Fußball-Fernsehen ist Fernsehen der allereinfachsten Art. Es braucht keine Kommentatoren, nicht das Experten-Unwesen, keine Field-Reporter, benötigt werden nur funktionierende Kameras und ein Regisseur, der die Rasen-Oper über 90 Minuten zu inszenieren weiß. Fernseh-Fußball ist der risikolose Einkauf von Quoten, wo so viel anderes Programm eine ungewisse Wette auf die Einschaltbereitschaft des Publikums ist. In diesem Wissen treffen sich die Sender zur Konkurrenz; das weiß der Profi-Fußball und heizt die Preistreiberei der Sender weiter an.

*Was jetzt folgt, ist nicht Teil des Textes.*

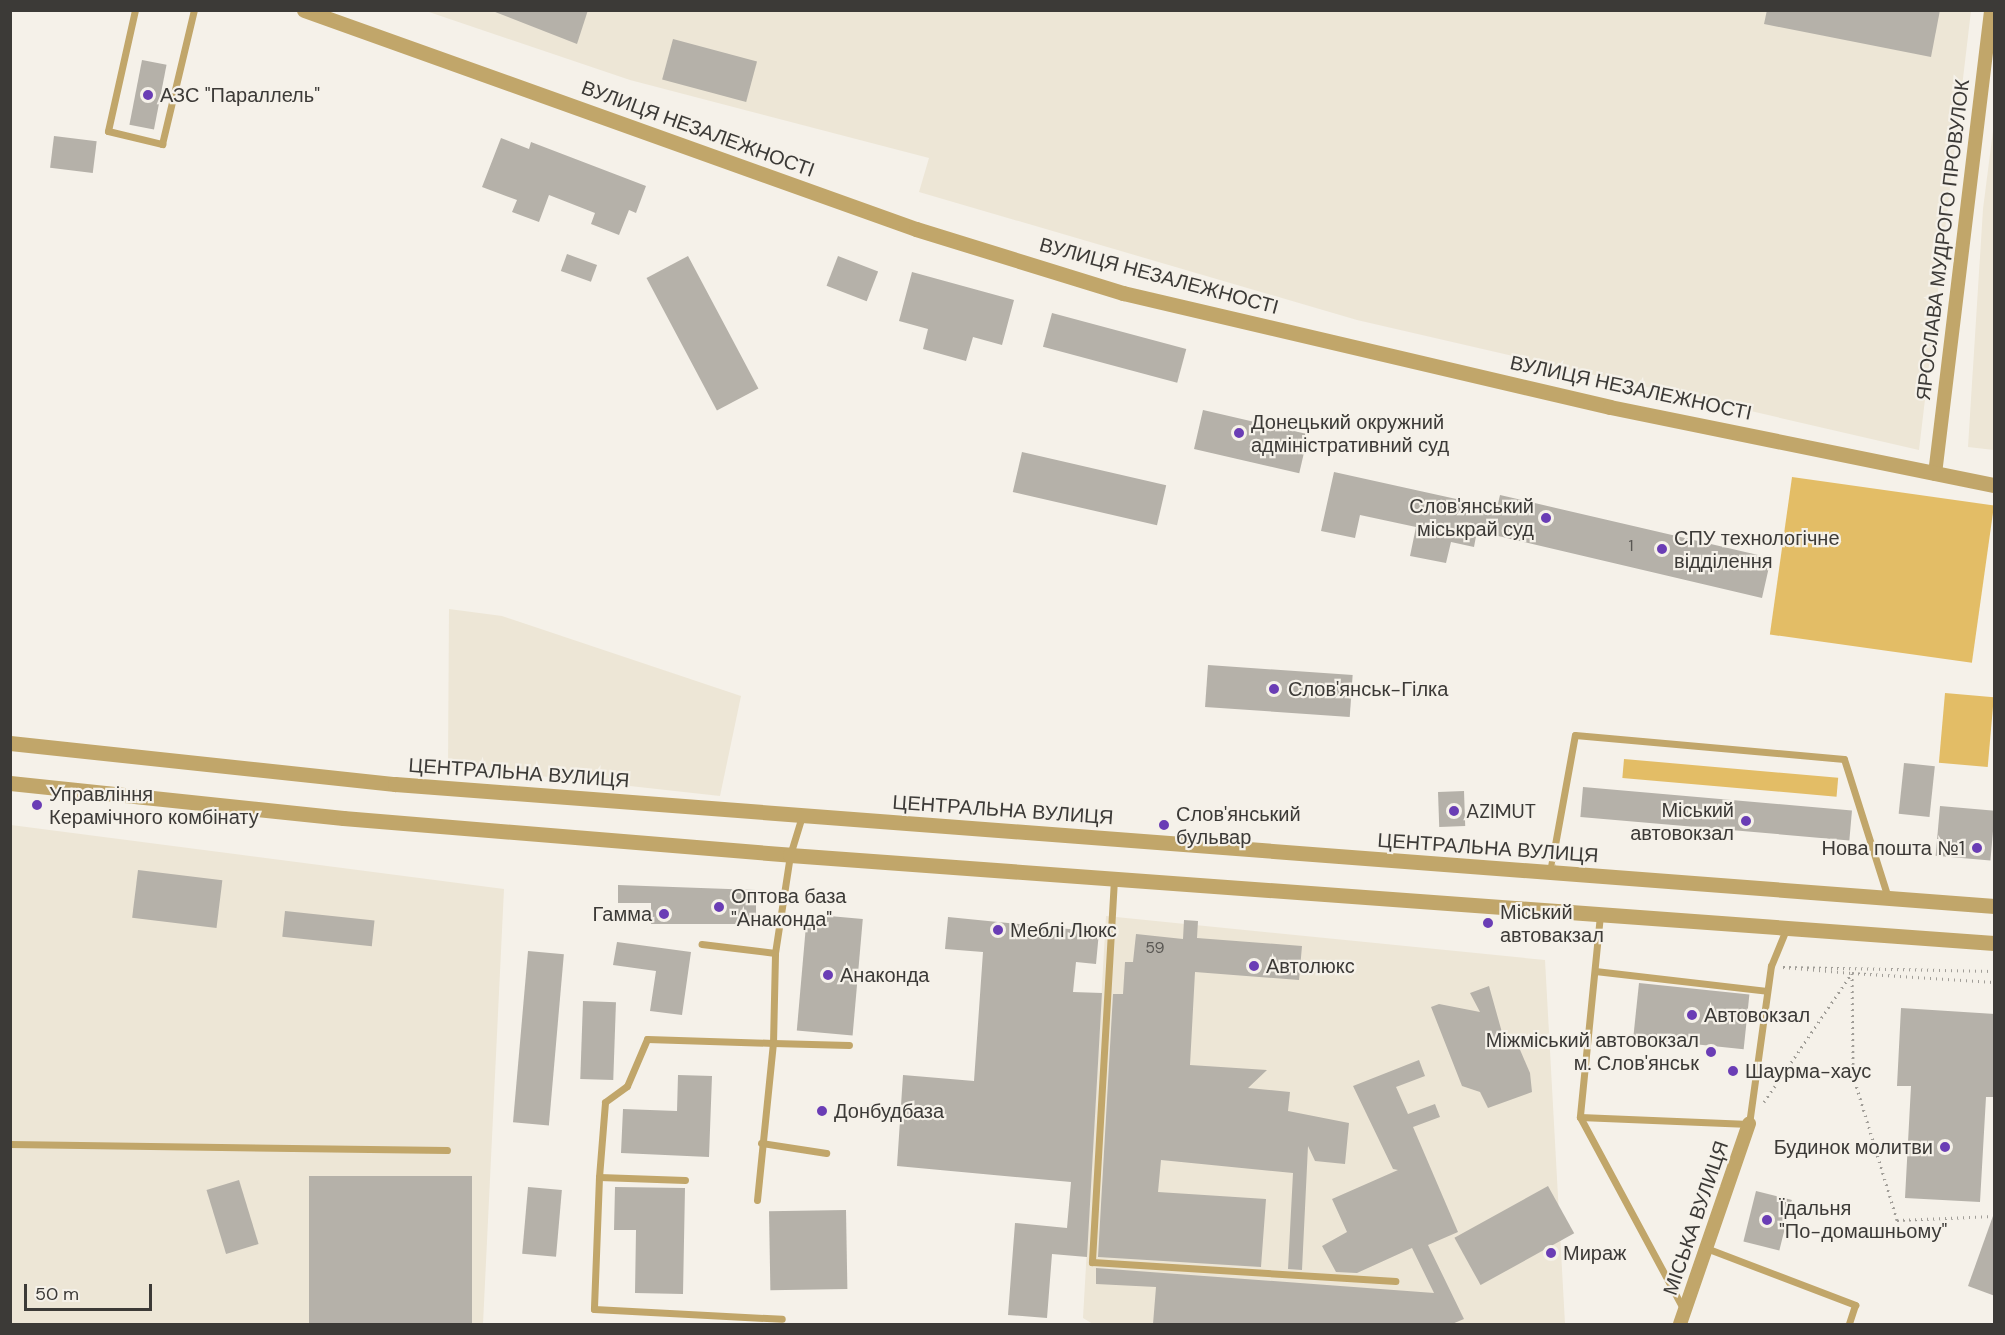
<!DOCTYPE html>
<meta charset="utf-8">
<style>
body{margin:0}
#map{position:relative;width:2005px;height:1335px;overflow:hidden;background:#f5f1e9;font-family:"DM Sans",sans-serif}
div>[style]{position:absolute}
.built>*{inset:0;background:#ede6d6}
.green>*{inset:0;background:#e3bd66;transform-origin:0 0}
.building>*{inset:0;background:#b5b1a9;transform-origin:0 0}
.path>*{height:3px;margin-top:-1.5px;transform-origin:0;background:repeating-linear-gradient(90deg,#a19e98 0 1.5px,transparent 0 6px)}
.service>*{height:7px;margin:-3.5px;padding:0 3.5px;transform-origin:3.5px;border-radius:3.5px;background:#c1a66a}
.minor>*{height:14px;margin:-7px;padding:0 7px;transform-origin:7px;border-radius:7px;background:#c1a66a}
.tertiary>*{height:15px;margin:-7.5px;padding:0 7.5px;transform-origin:7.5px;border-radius:7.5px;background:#c1a66a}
.dots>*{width:16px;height:16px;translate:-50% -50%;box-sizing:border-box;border:3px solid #f5f1e9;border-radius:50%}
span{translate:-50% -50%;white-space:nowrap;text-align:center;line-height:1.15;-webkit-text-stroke:4.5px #f5f1e9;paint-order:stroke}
.number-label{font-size:16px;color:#5a5854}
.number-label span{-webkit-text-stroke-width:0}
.poi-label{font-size:20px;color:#3c3a37}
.left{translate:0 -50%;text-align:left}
.right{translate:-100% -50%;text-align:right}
.street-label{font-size:20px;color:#3c3a37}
.frame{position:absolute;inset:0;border:12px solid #3c3a37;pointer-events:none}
.scale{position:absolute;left:24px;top:1284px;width:128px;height:27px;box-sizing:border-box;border:3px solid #3c3a37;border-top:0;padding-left:8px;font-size:18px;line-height:21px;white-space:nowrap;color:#3c3a37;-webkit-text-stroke:4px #f5f1e9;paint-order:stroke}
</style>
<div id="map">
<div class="built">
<i style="clip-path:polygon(426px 11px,1971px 11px,1919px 450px,1357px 320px,919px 192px,929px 158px,630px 80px)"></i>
<i style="clip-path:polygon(1994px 123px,1994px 450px,1968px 447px,1983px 209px)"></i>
<i style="clip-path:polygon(449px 609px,502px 616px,741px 696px,720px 796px,448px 766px)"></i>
<i style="clip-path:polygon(11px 825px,504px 889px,483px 1324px,11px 1324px)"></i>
<i style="clip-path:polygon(1106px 916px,1545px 960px,1565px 1324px,1093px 1324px,1083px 1318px)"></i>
</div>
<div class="green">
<i style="left:1792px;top:477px;width:204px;height:159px;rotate:8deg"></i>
<i style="left:1945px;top:693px;width:49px;height:70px;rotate:5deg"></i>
<i style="left:1624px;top:759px;width:215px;height:19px;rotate:5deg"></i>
</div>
<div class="building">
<i style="clip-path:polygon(490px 10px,588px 10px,577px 44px)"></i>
<i style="clip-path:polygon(1767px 10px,1940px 10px,1931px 57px,1764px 24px)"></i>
<i style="left:673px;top:39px;width:87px;height:42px;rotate:15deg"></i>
<i style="left:142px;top:60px;width:25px;height:66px;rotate:11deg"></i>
<i style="left:54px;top:136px;width:43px;height:32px;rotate:7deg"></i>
<i style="clip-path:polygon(501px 138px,529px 149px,531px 142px,646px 186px,636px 213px,629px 210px,619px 235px,591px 224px,595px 213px,549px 195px,539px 222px,512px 212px,517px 200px,482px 187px)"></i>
<i style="left:567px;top:254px;width:32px;height:18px;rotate:20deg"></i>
<i style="left:688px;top:256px;width:150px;height:47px;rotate:62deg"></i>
<i style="left:838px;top:256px;width:43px;height:32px;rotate:21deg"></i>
<i style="clip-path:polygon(912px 272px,1014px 300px,1002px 345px,973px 337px,966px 361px,923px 349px,928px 329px,899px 321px)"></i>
<i style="left:1052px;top:313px;width:139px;height:35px;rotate:15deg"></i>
<i style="left:1203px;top:410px;width:108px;height:40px;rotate:13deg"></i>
<i style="left:1022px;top:452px;width:148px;height:41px;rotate:13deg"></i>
<i style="clip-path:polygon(1334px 472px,1497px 508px,1500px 495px,1771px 558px,1762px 598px,1477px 531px,1474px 547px,1451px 542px,1446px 563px,1410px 556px,1416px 527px,1360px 515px,1355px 538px,1321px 531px)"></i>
<i style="left:1208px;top:665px;width:145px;height:42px;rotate:4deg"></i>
<i style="left:1904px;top:763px;width:31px;height:51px;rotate:6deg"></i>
<i style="left:1583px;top:787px;width:270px;height:30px;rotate:5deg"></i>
<i style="left:1464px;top:791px;width:35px;height:26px;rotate:88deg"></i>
<i style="left:1940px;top:806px;width:55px;height:50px;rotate:5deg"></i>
<i style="left:138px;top:870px;width:85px;height:48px;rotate:7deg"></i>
<i style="clip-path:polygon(618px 885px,756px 890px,756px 924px,651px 924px,651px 903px,618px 903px)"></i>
<i style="left:285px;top:911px;width:90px;height:26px;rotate:6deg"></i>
<i style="left:807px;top:914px;width:56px;height:117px;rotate:5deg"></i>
<i style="clip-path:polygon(948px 917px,1099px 932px,1096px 964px,1076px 962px,1073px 992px,1102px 993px,1087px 1257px,1052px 1254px,1047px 1318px,1008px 1315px,1015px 1223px,1067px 1228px,1071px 1182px,897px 1166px,903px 1075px,974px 1081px,983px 952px,945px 949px)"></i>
<i style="clip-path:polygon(1184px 920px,1198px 921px,1197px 938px,1302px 946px,1299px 980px,1195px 972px,1190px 1065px,1267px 1070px,1248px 1088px,1290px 1092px,1288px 1111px,1349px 1123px,1345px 1164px,1315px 1161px,1308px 1146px,1302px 1270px,1288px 1269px,1293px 1173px,1161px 1160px,1158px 1192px,1266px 1199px,1261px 1267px,1098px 1257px,1113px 994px,1123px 994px,1125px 962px,1133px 962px,1136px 934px,1183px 939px)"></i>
<i style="clip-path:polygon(617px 942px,691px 952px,682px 1015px,650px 1011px,656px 971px,613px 965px)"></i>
<i style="left:528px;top:951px;width:36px;height:172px;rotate:5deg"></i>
<i style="left:1639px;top:983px;width:111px;height:55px;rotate:6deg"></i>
<i style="clip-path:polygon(1489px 986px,1503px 1036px,1518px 1045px,1530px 1073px,1532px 1092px,1488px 1108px,1480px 1092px,1462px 1086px,1431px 1007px,1439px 1004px,1480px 1012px,1470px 993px)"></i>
<i style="left:583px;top:1001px;width:33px;height:78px;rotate:2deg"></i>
<i style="clip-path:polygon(1901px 1008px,1995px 1014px,1995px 1097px,1986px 1097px,1980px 1202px,1905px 1198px,1911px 1086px,1897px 1086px)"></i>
<i style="clip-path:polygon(1419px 1060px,1425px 1076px,1396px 1087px,1408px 1114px,1435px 1104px,1440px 1117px,1413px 1127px,1458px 1232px,1428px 1245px,1464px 1319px,1452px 1324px,1153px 1324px,1156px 1287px,1096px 1284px,1096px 1268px,1434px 1293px,1412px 1248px,1357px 1273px,1336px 1272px,1322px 1246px,1347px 1232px,1332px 1199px,1398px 1170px,1393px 1169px,1353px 1086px)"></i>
<i style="clip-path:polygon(678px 1075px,712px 1076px,709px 1157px,621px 1153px,623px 1109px,677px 1111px)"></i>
<i style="left:309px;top:1176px;width:163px;height:148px"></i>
<i style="left:239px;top:1180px;width:67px;height:34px;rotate:73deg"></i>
<i style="left:1548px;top:1186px;width:54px;height:107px;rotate:61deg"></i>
<i style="left:528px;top:1187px;width:34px;height:67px;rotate:5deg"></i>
<i style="clip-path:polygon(615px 1187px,685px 1188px,683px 1294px,635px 1293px,636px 1230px,614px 1230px)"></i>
<i style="left:1756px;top:1191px;width:37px;height:52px;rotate:14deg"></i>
<i style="left:846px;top:1210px;width:79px;height:77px;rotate:89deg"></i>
<i style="clip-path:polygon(1993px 1216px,1995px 1216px,1995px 1296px,1968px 1286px)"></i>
</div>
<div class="path">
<i style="left:1783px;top:967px;width:211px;rotate:1.1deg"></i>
<i style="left:1783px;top:967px;width:69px;rotate:5deg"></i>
<i style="left:1852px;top:973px;width:102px;rotate:89.4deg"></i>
<i style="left:1853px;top:1075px;width:152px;rotate:73.1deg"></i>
<i style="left:1897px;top:1220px;width:97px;rotate:-2.4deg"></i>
<i style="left:1764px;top:1102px;width:156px;rotate:-55.7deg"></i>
<i style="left:1852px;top:973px;width:142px;rotate:3.6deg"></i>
</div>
<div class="service">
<i style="left:135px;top:10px;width:124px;rotate:102.6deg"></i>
<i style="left:108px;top:131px;width:56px;rotate:13.5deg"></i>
<i style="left:162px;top:144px;width:138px;rotate:-76.6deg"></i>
<i style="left:1550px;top:872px;width:139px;rotate:-79.7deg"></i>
<i style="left:1575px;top:735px;width:270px;rotate:5.1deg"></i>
<i style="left:1844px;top:759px;width:146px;rotate:72.4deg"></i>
<i style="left:1114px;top:879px;width:384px;rotate:93.3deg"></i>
<i style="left:1092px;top:1262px;width:304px;rotate:3.6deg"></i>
<i style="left:1600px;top:915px;width:203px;rotate:95.7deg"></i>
<i style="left:1580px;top:1117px;width:169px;rotate:2.4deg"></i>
<i style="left:1749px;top:1124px;width:160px;rotate:-82.1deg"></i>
<i style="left:1771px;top:966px;width:42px;rotate:-67.7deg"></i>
<i style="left:775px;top:953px;width:99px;rotate:-81.3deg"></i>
<i style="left:790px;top:855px;width:41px;rotate:-72.9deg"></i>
<i style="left:1595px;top:971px;width:173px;rotate:6.6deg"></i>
<i style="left:1580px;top:1117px;width:219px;rotate:61.7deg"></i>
<i style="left:761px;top:1143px;width:66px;rotate:8.7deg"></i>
<i style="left:10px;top:1144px;width:437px;rotate:0.8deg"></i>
<i style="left:599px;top:1177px;width:132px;rotate:92.2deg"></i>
<i style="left:594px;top:1309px;width:188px;rotate:3deg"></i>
<i style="left:685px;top:1180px;width:86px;rotate:-178deg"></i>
<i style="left:599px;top:1177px;width:75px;rotate:-85.4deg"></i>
<i style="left:605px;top:1102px;width:27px;rotate:-36deg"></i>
<i style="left:627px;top:1086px;width:51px;rotate:-66.9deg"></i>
<i style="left:647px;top:1039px;width:126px;rotate:1.8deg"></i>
<i style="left:773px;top:1043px;width:90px;rotate:-88.7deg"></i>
<i style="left:775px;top:953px;width:74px;rotate:-173deg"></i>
<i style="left:757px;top:1200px;width:158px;rotate:-84.2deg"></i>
<i style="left:773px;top:1043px;width:76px;rotate:1.5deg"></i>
<i style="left:1706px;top:1248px;width:160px;rotate:20.9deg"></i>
<i style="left:1855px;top:1305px;width:20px;rotate:108deg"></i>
</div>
<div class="minor">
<i style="left:1935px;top:474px;width:467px;rotate:-83.1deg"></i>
<i style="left:1680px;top:1324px;width:212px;rotate:-71deg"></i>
</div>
<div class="tertiary">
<i style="left:304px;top:10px;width:650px;rotate:19.69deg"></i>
<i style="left:916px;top:229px;width:217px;rotate:17.2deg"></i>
<i style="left:1123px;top:293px;width:500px;rotate:13.17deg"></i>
<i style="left:1610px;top:407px;width:392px;rotate:11.5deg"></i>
<i style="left:10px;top:743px;width:387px;rotate:6.1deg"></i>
<i style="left:395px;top:784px;width:1604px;rotate:4.36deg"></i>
<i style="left:10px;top:783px;width:335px;rotate:6deg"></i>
<i style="left:343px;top:818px;width:449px;rotate:4.7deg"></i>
<i style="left:790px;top:855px;width:1207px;rotate:4.18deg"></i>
</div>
<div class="dots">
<i style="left:148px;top:95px;background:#6a3db5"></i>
<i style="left:1239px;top:433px;background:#6a3db5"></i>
<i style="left:1546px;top:518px;background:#6a3db5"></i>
<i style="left:1662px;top:549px;background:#6a3db5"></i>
<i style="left:1274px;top:689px;background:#6a3db5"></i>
<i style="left:37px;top:805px;background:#6a3db5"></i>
<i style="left:1454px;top:811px;background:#6a3db5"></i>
<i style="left:1746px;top:821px;background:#6a3db5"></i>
<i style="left:1164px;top:825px;background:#6a3db5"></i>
<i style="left:1977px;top:848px;background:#6a3db5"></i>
<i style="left:719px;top:907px;background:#6a3db5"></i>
<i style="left:664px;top:914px;background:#6a3db5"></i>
<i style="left:1488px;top:923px;background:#6a3db5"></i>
<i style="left:998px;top:930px;background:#6a3db5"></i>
<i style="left:1254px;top:966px;background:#6a3db5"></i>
<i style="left:828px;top:975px;background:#6a3db5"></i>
<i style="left:1692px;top:1015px;background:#6a3db5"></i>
<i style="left:1711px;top:1052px;background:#6a3db5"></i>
<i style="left:1733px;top:1071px;background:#6a3db5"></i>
<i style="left:822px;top:1111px;background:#6a3db5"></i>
<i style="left:1945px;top:1147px;background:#6a3db5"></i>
<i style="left:1767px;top:1220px;background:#6a3db5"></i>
<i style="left:1551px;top:1253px;background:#6a3db5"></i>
</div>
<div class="number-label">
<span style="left:1631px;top:546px">1</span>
<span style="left:1155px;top:948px">59</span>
</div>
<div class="poi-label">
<span class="left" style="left:160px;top:95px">АЗС "Параллель"</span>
<span class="left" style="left:1251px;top:434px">Донецький окружний<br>адміністративний суд</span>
<span class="right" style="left:1534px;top:518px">Слов'янський<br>міськрай суд</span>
<span class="left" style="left:1674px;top:550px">СПУ технологічне<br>відділення</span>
<span class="left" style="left:1288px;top:689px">Слов'янськ-Гілка</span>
<span class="left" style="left:49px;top:806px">Управління<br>Керамічного комбінату</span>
<span class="right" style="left:1734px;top:822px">Міський<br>автовокзал</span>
<span class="left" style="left:1466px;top:811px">AZIMUT</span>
<span class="left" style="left:1176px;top:826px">Слов'янський<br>бульвар</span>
<span class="right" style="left:1965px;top:848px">Нова пошта №1</span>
<span class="left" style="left:731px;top:908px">Оптова база<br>"Анаконда"</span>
<span class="left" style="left:1500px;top:924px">Міський<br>автовакзал</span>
<span class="right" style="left:652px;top:914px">Гамма</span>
<span class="left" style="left:1010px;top:930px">Меблі Люкс</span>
<span class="left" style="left:1266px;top:966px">Автолюкс</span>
<span class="left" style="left:840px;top:975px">Анаконда</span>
<span class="left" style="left:1704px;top:1015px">Автовокзал</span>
<span class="right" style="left:1699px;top:1052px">Міжміський автовокзал<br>м. Слов'янськ</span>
<span class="left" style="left:1745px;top:1071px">Шаурма-хаус</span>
<span class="left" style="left:834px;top:1111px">Донбудбаза</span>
<span class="right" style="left:1933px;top:1147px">Будинок молитви</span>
<span class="left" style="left:1779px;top:1220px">Їдальня<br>"По-домашньому"</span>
<span class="left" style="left:1563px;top:1253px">Мираж</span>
</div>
<div class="street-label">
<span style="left:698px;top:129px;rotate:20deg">ВУЛИЦЯ НЕЗАЛЕЖНОСТІ</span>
<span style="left:1943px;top:240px;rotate:-83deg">ЯРОСЛАВА МУДРОГО ПРОВУЛОК</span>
<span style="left:1159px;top:276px;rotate:15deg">ВУЛИЦЯ НЕЗАЛЕЖНОСТІ</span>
<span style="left:1631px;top:388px;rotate:12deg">ВУЛИЦЯ НЕЗАЛЕЖНОСТІ</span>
<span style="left:519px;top:773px;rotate:4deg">ЦЕНТРАЛЬНА ВУЛИЦЯ</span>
<span style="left:1003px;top:810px;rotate:4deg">ЦЕНТРАЛЬНА ВУЛИЦЯ</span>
<span style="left:1488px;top:848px;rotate:4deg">ЦЕНТРАЛЬНА ВУЛИЦЯ</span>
<span style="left:1696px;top:1218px;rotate:-71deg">МІСЬКА ВУЛИЦЯ</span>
</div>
<div class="frame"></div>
<div class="scale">50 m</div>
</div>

So ist aus dem sogenannten „Länderspielvertrag“ der DFB-Pokal herausgenommen worden, er wird erst mal separat vermarktet. Das geschieht nicht aus Menschenfreundlichkeit, das ist Business. VPRT-Bannerträger Jürgen Doetz weiß auch schon, wie dieser Deal ablaufen soll. Er forderte den DFB auf, „bei der Paketierung der Fußballrechte und ihren Vergabeentscheidungen so zu agieren, dass auch Private auf einen Teilerwerb der Rechte Chancen hätten“. Das ist feiner formuliert als tatsächlich gedacht. Die Privatsender wollen nur Rosinen, sprich Spitzenspiele picken, Pokal-Erstrunden wie auch 3. Liga und Frauen-Bundesliga, das sollen mal schön die Gebührensender übernehmen. Ach so, und dann sollen ARD und ZDF zurücktreten, wenn Sat 1 oder RTL sich um Leckerlis wie Champions League, EM- und WM-Qualifikation bemühen. Das drückt schön die Preise. Lobbyist Doetz will das Fernseh-Paradies errichten, in dem die kommerziellen Sender mit Billig- bis Primitiv-TV dreistellige Millionengewinne einfahren und bei den attraktiven Sportrechten alleine shoppen dürfen.

ARD und ZDF kaufen zu jedem Preis ein, die Privaten widmen den umkämpften Quotenmarkt zur Ego-Planwirtschaft um? So wird kein Fußballschuh draus, für keinen. Die TV-Manager werden keine Lösung finden, sie sind allesamt auf dem „expansiven Kurs“, den Doetz ARD und ZDF vorwirft und den ARD-Sportkoordinator Axel Balkausky entschieden verneint. Die Lösung für, ja die Erlösung von der Programmverstopfungsmaschine Fußball kann nur von anderer Seite kommen, bei den Privaten von den Eigentümern der Sender, bei den Öffentlich-Rechtlichen von den Gremien. Sie müssen die Erkenntnis zur Richtschnur nehmen, dass mit Fußball nur Quoten gewonnen und nur Geld verloren wird. Sat 1 & Co. können die knapp 4,5 Millionen Euro, die für ein Länderspiel aufgerufen werden, über Werbung nicht refinanzieren, bei ARD und ZDF werden andere Sendungen nicht mehr hochwertig ausfinanziert. Mehr und noch teurerer Fußball hilft nur den Fußball-Fans. Es gibt kein Grundrecht auf den 24-Stunden-Kick, es ist ein grundsätzliches Missverstehen der Programm-Aufgabe, wenn Balkausky tönt, "ARD und ZDF haben den DFB-Pokal, aber auch den Frauen-Fußball und die 3. Liga mit zu dem gemacht, was sie heute darstellen." Diese Mesalliance mit dem Fußball-Geschäft ist bei allen Sendern stupend. Erst werden Rechte teuer eingekauft, dann wird das Produkt hochgejubelt. Toll, toller, Fußball. Das Fernsehen hat keinen Ehrgeiz, keinen Stolz, es hat nur zu viel Geld.